━━ Provided records ━━

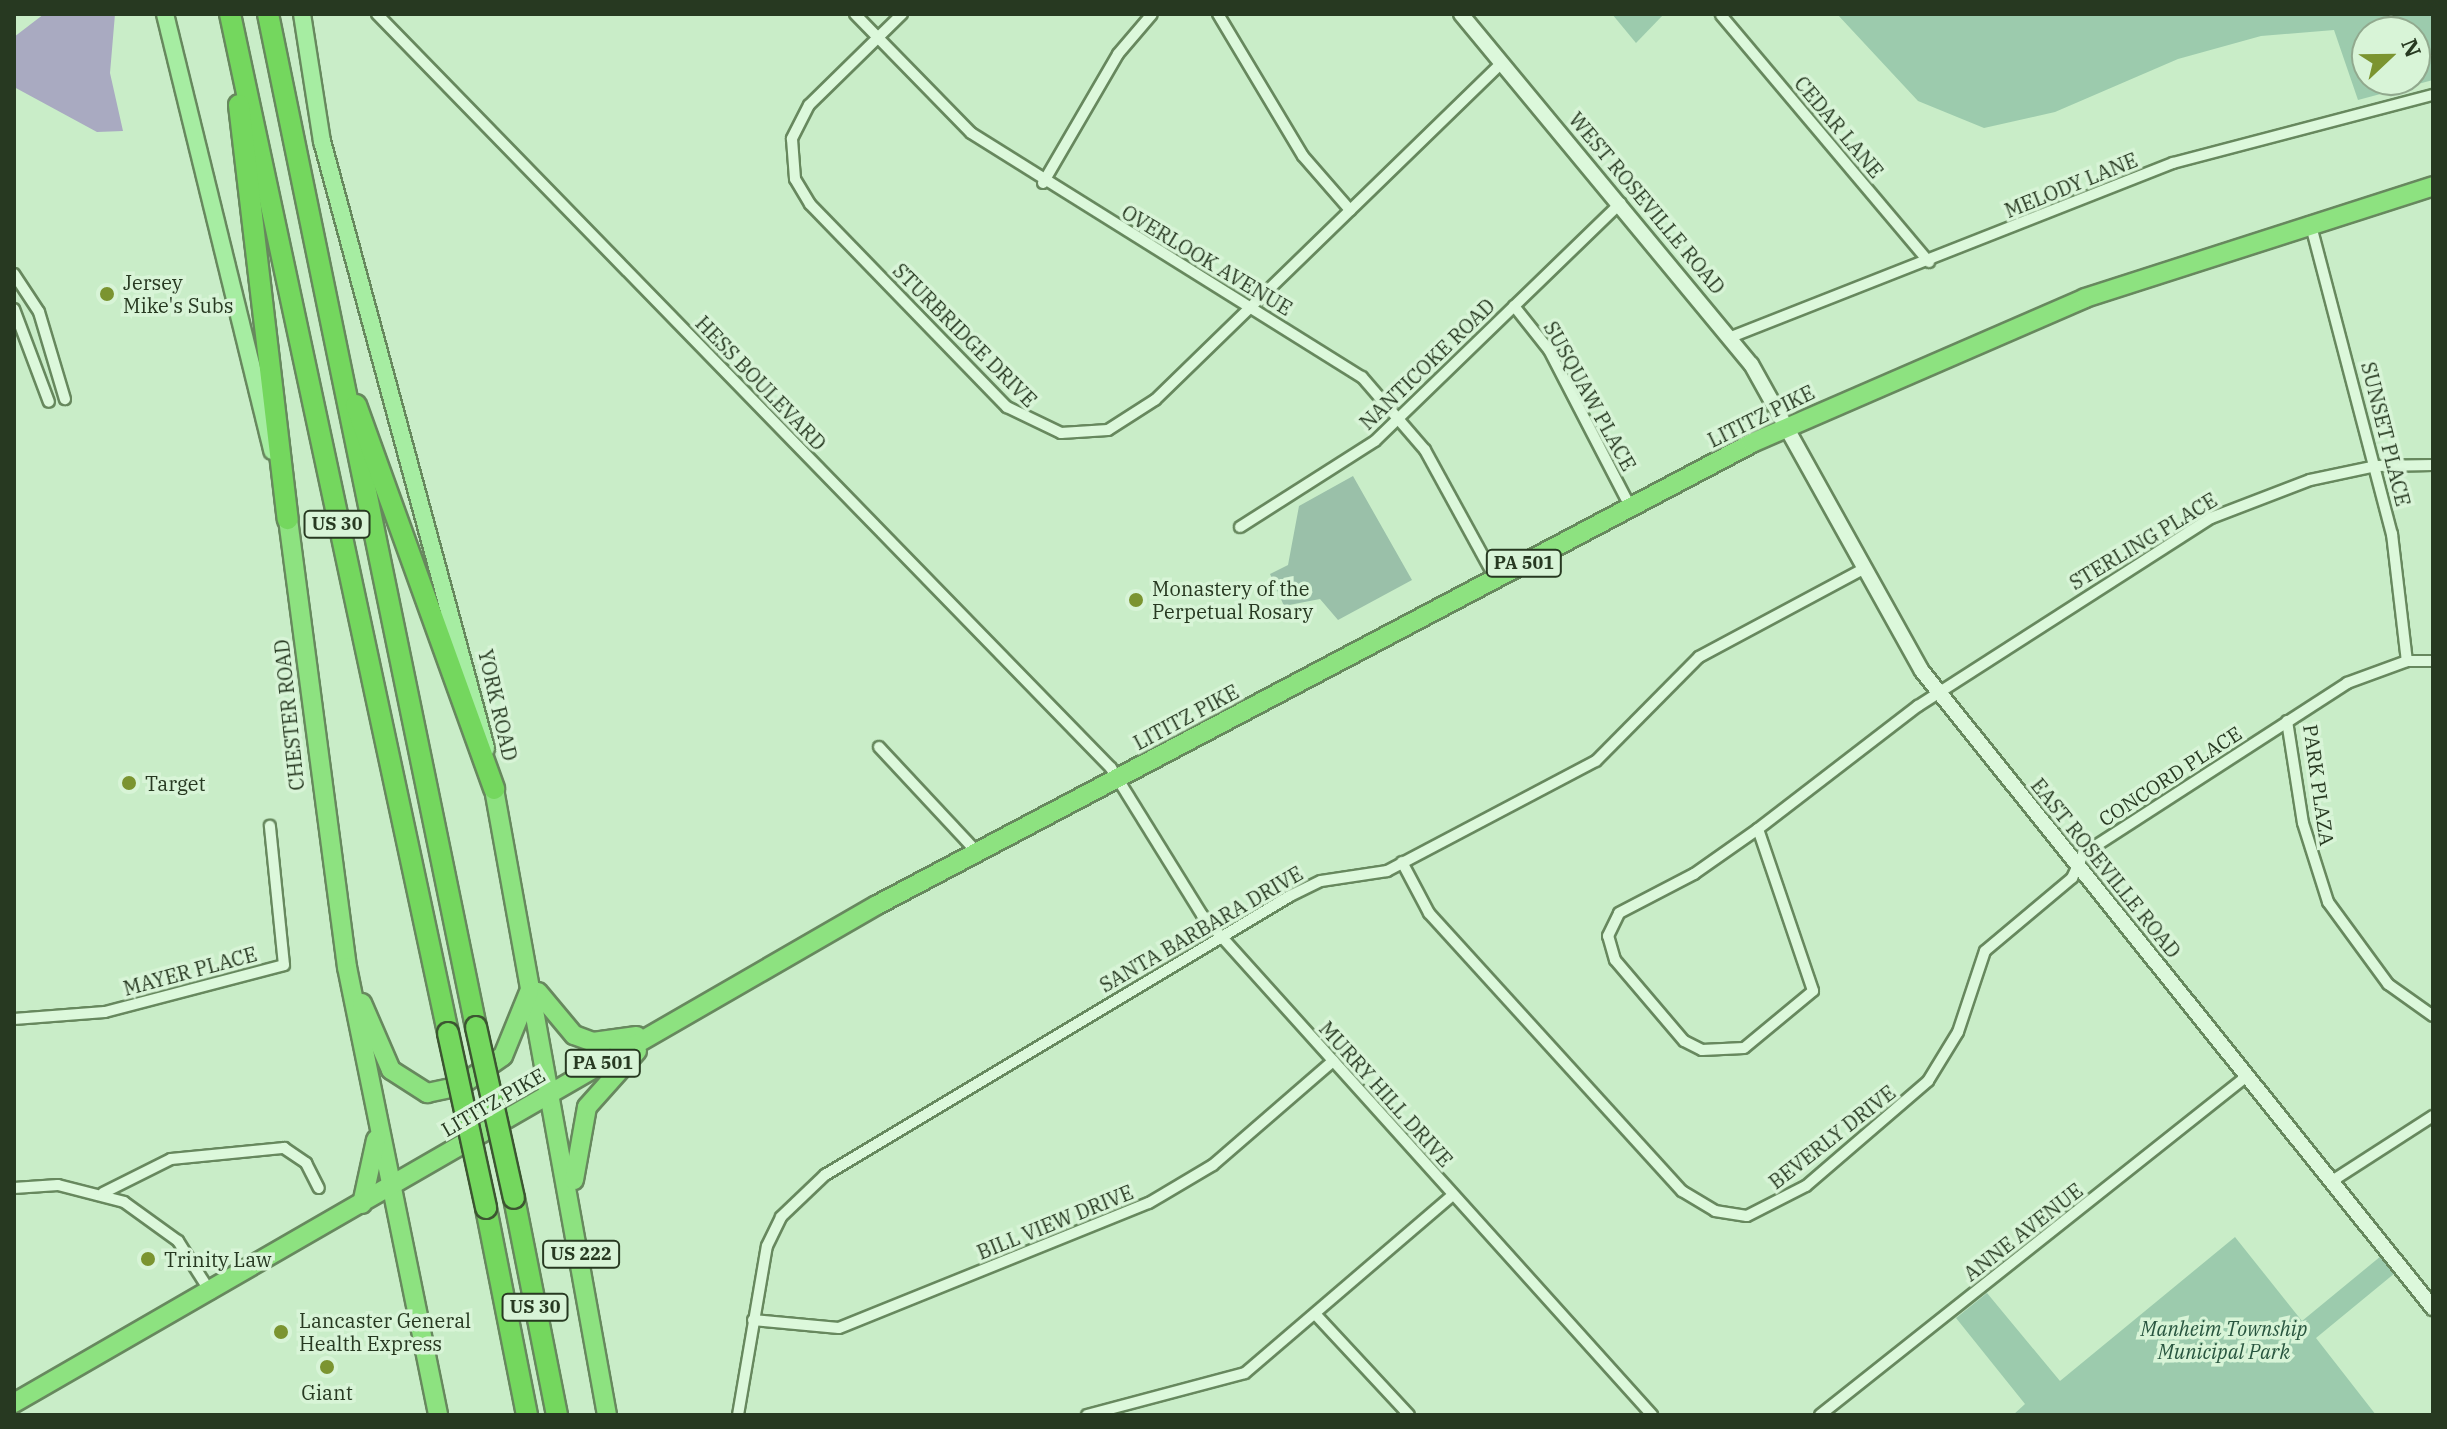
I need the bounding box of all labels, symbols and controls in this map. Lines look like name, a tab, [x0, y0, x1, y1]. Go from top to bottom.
north arrow	[2351, 16, 2431, 96]
text: N	[2395, 34, 2429, 61]
street label: CEDAR LANE	[1790, 71, 1888, 183]
street label: WEST ROSEVILLE ROAD	[1564, 107, 1730, 299]
street label: MELODY LANE	[2001, 147, 2141, 223]
street label: OVERLOOK AVENUE	[1117, 200, 1297, 320]
street label: STURBRIDGE DRIVE	[888, 258, 1042, 412]
place label: Jersey Mike's Subs	[123, 270, 234, 317]
marker: Jersey Mike's Subs	[98, 285, 116, 303]
street label: NANTICOKE ROAD	[1355, 293, 1499, 435]
street label: HESS BOULEVARD	[691, 311, 831, 455]
street label: SUSQUAW PLACE	[1539, 317, 1641, 475]
street label: SUNSET PLACE	[2356, 359, 2416, 509]
street label: LITITZ PIKE	[1704, 380, 1818, 452]
street label: STERLING PLACE	[2065, 487, 2221, 595]
road number: US 30	[303, 510, 371, 538]
road number: PA 501	[1484, 549, 1564, 577]
place label: Monastery of the Perpetual Rosary	[1152, 576, 1313, 623]
marker: Monastery of the Perpetual Rosary	[1127, 591, 1145, 609]
street label: CHESTER ROAD	[269, 638, 309, 792]
street label: YORK ROAD	[474, 647, 522, 763]
street label: LITITZ PIKE	[1129, 679, 1243, 755]
street label: CONCORD PLACE	[2094, 721, 2246, 831]
street label: PARK PLAZA	[2299, 723, 2339, 847]
place label: Target	[145, 771, 206, 795]
street label: EAST ROSEVILLE ROAD	[2026, 773, 2186, 963]
marker: Target	[120, 774, 138, 792]
street label: SANTA BARBARA DRIVE	[1095, 861, 1307, 997]
street label: MAYER PLACE	[121, 942, 259, 1000]
street label: MURRY HILL DRIVE	[1314, 1016, 1458, 1172]
road number: PA 501	[563, 1049, 643, 1077]
street label: LITITZ PIKE	[437, 1063, 549, 1141]
street label: BEVERLY DRIVE	[1764, 1080, 1900, 1194]
street label: ANNE AVENUE	[1959, 1178, 2087, 1286]
street label: BILL VIEW DRIVE	[973, 1180, 1137, 1264]
road number: US 222	[541, 1240, 621, 1268]
place label: Trinity Law	[164, 1247, 272, 1271]
marker: Trinity Law	[139, 1250, 157, 1268]
road number: US 30	[501, 1293, 569, 1321]
place label: Lancaster General Health Express	[299, 1308, 471, 1355]
park label: Manheim Township Municipal Park	[2141, 1317, 2307, 1364]
marker: Lancaster General Health Express	[270, 1321, 292, 1343]
marker: Giant	[318, 1358, 336, 1376]
place label: Giant	[301, 1380, 353, 1404]

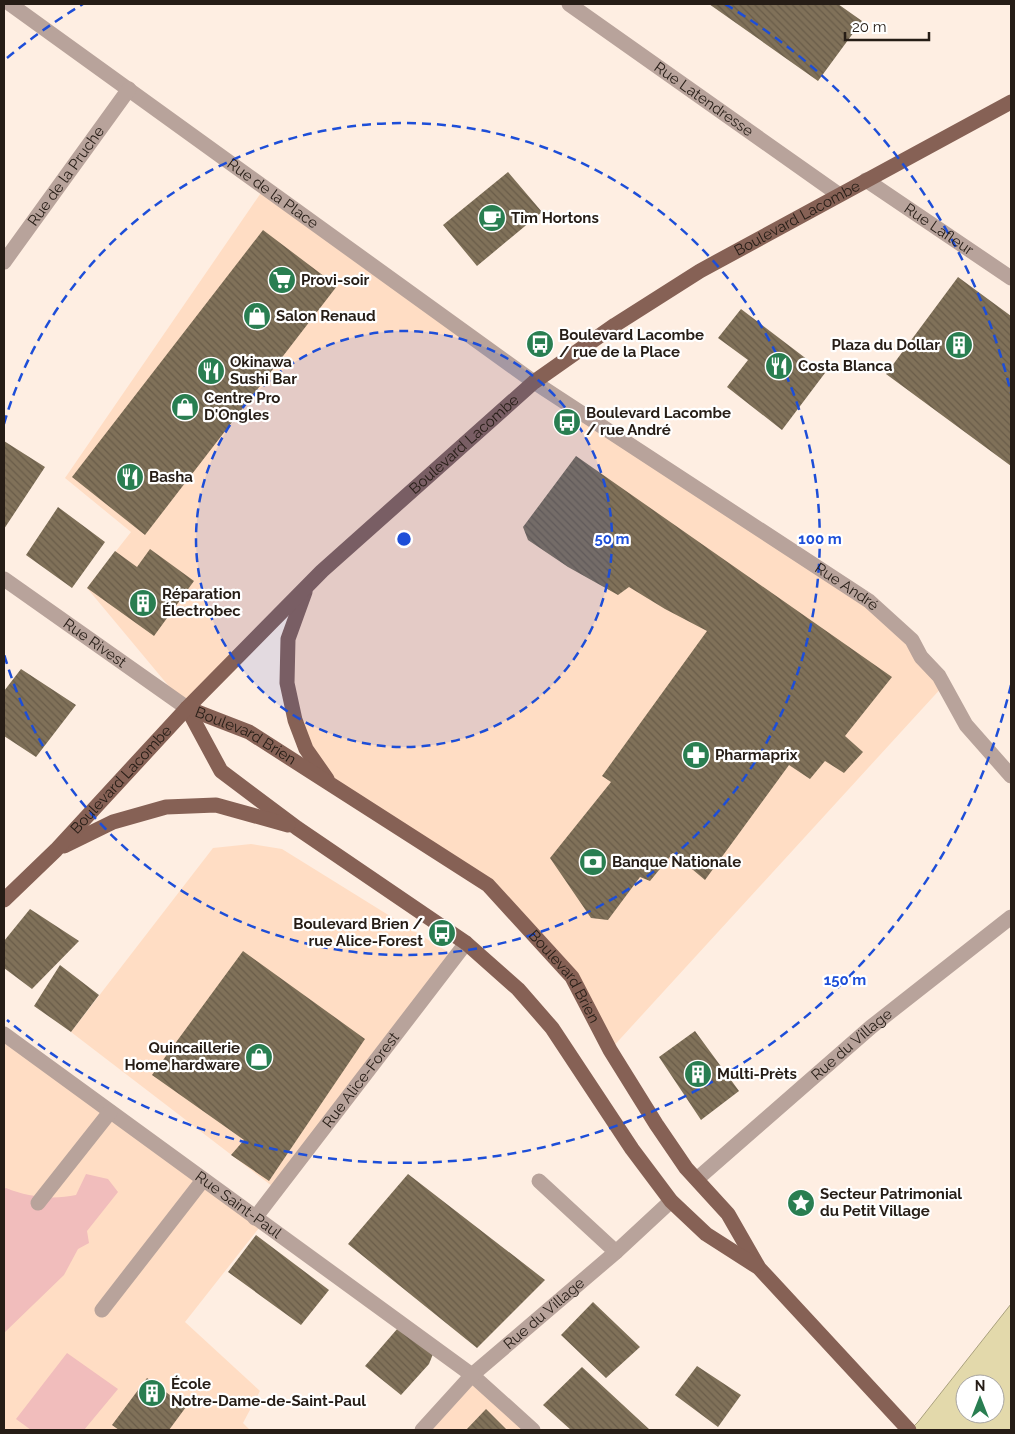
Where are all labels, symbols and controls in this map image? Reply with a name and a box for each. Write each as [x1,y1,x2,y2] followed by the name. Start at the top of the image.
[845,10,929,42] scale bar
[852,18,887,36] text: 20 m
[651,58,757,140] street label: Rue Latendresse
[24,123,108,229] street label: Rue de la Pruche
[224,155,322,233] street label: Rue de la Place
[731,177,863,260] street label: Boulevard Lacombe
[901,199,978,260] street label: Rue Lafleur
[477,203,507,233] cafe icon: Tim Hortons
[511,209,599,227] place label: Tim Hortons
[267,265,297,295] supermarket icon: Provi-soir
[301,271,370,289] place label: Provi-soir
[242,301,272,331] shop icon: Salon Renaud
[276,307,376,325] place label: Salon Renaud
[559,326,704,361] place label: Boulevard Lacombe / rue de la Place
[525,329,555,359] bus stop icon: Boulevard Lacombe / rue de la Place
[944,330,974,360] building icon: Plaza du Dollar
[831,336,940,354] place label: Plaza du Dollar
[764,351,794,381] restaurant icon: Costa Blanca
[230,353,297,388] place label: Okinawa Sushi Bar
[196,356,226,386] restaurant icon: Okinawa Sushi Bar
[798,357,893,375] place label: Costa Blanca
[204,389,280,424] place label: Centre Pro D'Ongles
[406,391,523,498] street label: Boulevard Lacombe
[170,392,200,422] shop icon: Centre Pro D'Ongles
[586,404,731,439] place label: Boulevard Lacombe / rue André
[552,407,582,437] bus stop icon: Boulevard Lacombe / rue André
[115,462,145,492] restaurant icon: Basha
[149,468,193,486] place label: Basha
[395,530,413,548] centre of rings
[594,530,630,548] text: 50 m
[798,530,842,548] text: 100 m
[812,559,883,615] street label: Rue André
[162,585,241,620] place label: Réparation Électrobec
[128,588,158,618] building icon: Réparation Électrobec
[60,615,130,671] street label: Rue Rivest
[193,703,299,769] street label: Boulevard Brien
[67,722,175,837] street label: Boulevard Lacombe
[681,740,711,770] pharmacy icon: Pharmaprix
[715,746,798,764] place label: Pharmaprix
[578,847,608,877] bank icon: Banque Nationale
[612,853,741,871] place label: Banque Nationale
[293,915,424,950] place label: Boulevard Brien / rue Alice-Forest
[427,918,457,948] bus stop icon: Boulevard Brien / rue Alice-Forest
[525,926,603,1026] street label: Boulevard Brien
[824,971,866,989] text: 150 m
[808,1005,896,1084] street label: Rue du Village
[319,1029,403,1131] street label: Rue Alice-Forest
[125,1039,240,1074] place label: Quincaillerie Home hardware
[244,1042,274,1072] shop icon: Quincaillerie Home hardware
[683,1059,713,1089] building icon: Multi-Prèts
[717,1065,797,1083] place label: Multi-Prèts
[192,1167,286,1243] street label: Rue Saint-Paul
[820,1185,962,1220] place label: Secteur Patrimonial du Petit Village
[786,1188,816,1218] place icon: Secteur Patrimonial du Petit Village
[500,1274,588,1353] street label: Rue du Village
[955,1374,1005,1424] north arrow
[171,1375,366,1410] place label: École Notre-Dame-de-Saint-Paul
[137,1378,167,1408] building icon: École Notre-Dame-de-Saint-Paul
[975,1378,985,1394] text: N

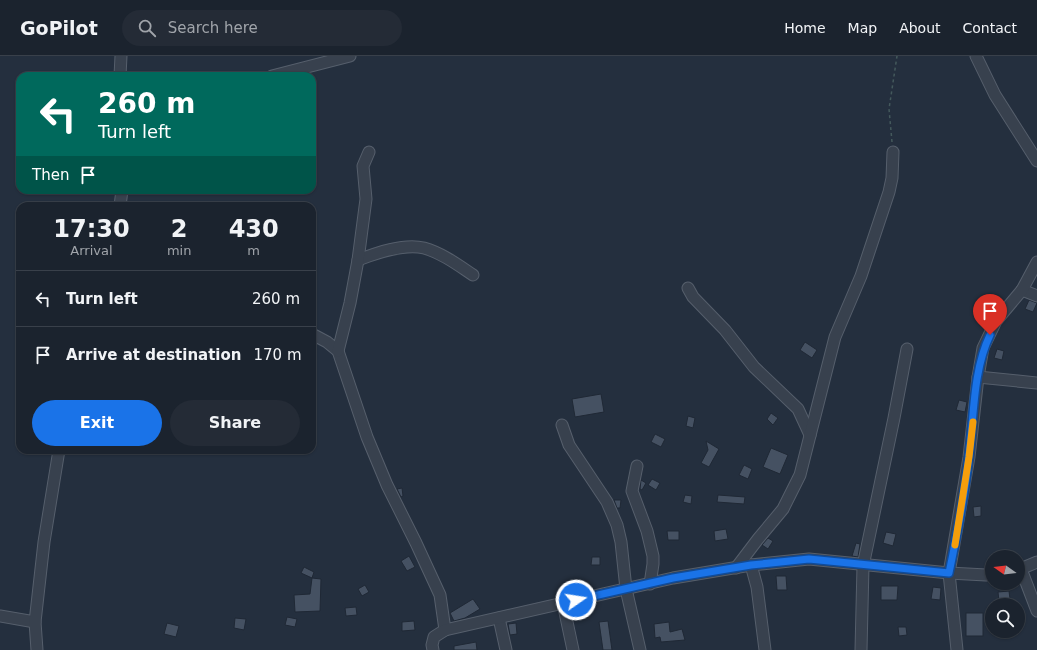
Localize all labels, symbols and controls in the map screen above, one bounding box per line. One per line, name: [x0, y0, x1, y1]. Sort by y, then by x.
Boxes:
search box: [122, 10, 402, 46]
text: GoPilot: [20, 17, 98, 39]
icon: search: [136, 17, 158, 39]
text: Search here: [168, 19, 258, 37]
text: Home: [784, 20, 826, 36]
text: Map: [848, 20, 877, 36]
text: About: [899, 20, 941, 36]
text: Contact: [963, 20, 1017, 36]
text: 260 m: [98, 87, 195, 120]
icon: left: [32, 88, 84, 140]
text: Turn left: [98, 121, 171, 142]
icon: arrive: [77, 164, 99, 186]
text: Then: [32, 166, 69, 184]
text: 17:30: [53, 215, 130, 243]
text: 2: [171, 215, 187, 243]
text: 430: [229, 215, 279, 243]
text: Arrival: [70, 243, 113, 258]
text: min: [167, 243, 191, 258]
text: m: [247, 243, 260, 258]
icon: left: [32, 288, 54, 310]
text: Turn left: [66, 290, 138, 308]
text: 260 m: [252, 290, 300, 308]
pin: [973, 294, 1007, 335]
icon: arrive: [979, 300, 1001, 322]
icon: arrive: [32, 344, 54, 366]
text: Arrive at destination: [66, 346, 241, 364]
text: 170 m: [253, 346, 302, 364]
button: Exit: [32, 400, 162, 446]
button: Share: [170, 400, 300, 446]
north arrow: [985, 550, 1025, 590]
map controls: [985, 550, 1025, 638]
position arrow: [555, 579, 597, 621]
button: search: [985, 598, 1025, 638]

━━━

• Assigned task:
Find every line in the records that contains the word "Costa"; copy those lines.

• Response to the exercise:
[764,351,794,381] restaurant icon: Costa Blanca
[798,357,893,375] place label: Costa Blanca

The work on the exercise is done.